No, you–you responded to it, I thought, in a very cogent way. Thanks.
I think at one time, I even drew a, you know, you–in the adaptive management world, you can sort of draw a circle of arrows: plan, experiment, learn, change, change your management action, learn, experiment, change your management action. And you just do iterative loops, iterative loops. I think I jokingly said once, maybe half-seriously, that we seemed to be, for a while there, in a plan, plan, plan, plan mode (laughter), where we, we were never able to pull the trigger. Um, we would just develop a new plan, or develop a new environmental compliance document, or start down the road of developing an environmental compliance document or a long-term management plan, work real hard on it for about three years, and then it would be called back. Those were kind of the frustrating years for me.
Yeah. Well that is not an unusual situation. That happens all the time in federal land management planning. I’m wondering what you would attribute the cause of that delay in being able to pull the trigger, so to speak, in the early years.
You know, I think it’s, um, as you said, it’s common with federal agencies. I recall Dr. Walters talking to us once about the reason it’s hard for federal managers to make a decision. Sometimes they are big decisions that can be costly. And if, in order to, to make a decision, the managers have to take a bit of a risk. That risk being, if the, if the decision is wrong or doesn’t work, it can be a career-ending decision. So I think there was some of that going on. But again, that’s common, so we have to expect that to some extent. Um (pause) [P.H.: Well–] beyond that it may have just been personalities.
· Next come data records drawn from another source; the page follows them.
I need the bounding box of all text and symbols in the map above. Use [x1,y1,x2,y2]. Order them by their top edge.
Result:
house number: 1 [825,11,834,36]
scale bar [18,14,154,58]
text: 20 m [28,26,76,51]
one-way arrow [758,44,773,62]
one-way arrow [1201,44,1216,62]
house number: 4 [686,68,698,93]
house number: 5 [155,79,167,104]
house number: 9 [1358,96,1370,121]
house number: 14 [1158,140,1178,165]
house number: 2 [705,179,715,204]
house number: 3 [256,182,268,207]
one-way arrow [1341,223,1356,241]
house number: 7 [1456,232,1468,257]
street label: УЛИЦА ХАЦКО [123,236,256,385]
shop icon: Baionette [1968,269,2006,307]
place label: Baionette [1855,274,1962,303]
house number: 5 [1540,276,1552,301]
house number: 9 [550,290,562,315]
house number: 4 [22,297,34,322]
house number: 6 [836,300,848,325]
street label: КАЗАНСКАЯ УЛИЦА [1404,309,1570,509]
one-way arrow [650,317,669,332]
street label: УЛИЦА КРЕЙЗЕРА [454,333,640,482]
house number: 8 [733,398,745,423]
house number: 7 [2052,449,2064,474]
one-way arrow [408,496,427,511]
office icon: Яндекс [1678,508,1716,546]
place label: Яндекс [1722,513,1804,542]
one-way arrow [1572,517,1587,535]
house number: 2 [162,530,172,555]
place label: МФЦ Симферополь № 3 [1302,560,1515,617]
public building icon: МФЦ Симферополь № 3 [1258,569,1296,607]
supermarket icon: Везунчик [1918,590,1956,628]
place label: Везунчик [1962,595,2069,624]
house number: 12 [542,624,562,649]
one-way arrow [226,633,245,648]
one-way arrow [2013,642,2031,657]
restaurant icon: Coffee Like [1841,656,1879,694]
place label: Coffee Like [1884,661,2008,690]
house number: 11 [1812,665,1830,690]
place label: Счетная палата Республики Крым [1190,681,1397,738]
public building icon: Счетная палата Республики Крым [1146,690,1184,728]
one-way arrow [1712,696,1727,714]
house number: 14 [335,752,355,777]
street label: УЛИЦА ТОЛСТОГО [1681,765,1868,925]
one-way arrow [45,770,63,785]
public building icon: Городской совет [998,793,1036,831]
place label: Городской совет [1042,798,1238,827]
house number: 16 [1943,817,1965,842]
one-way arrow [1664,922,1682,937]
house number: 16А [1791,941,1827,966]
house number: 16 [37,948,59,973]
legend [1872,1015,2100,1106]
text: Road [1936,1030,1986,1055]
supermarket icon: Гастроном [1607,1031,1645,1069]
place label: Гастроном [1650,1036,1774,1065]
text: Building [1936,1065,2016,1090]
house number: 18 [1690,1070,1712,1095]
Sure. I’m curious if you think, I mean, it may also be that, um, at the beginning of a program, there’s so much you need to know. We’ve had a number of interviewees tell us that, at the very beginning, they were flying blind, and there was so much science that had to be done in order to make an informed decision. Um, do you, would you say that over the years that you’ve been involved, that the ability to turn research into policy has gotten better over time, because we have developed such an impressive knowledge base over the last twenty-some years? (Pause.) Or not?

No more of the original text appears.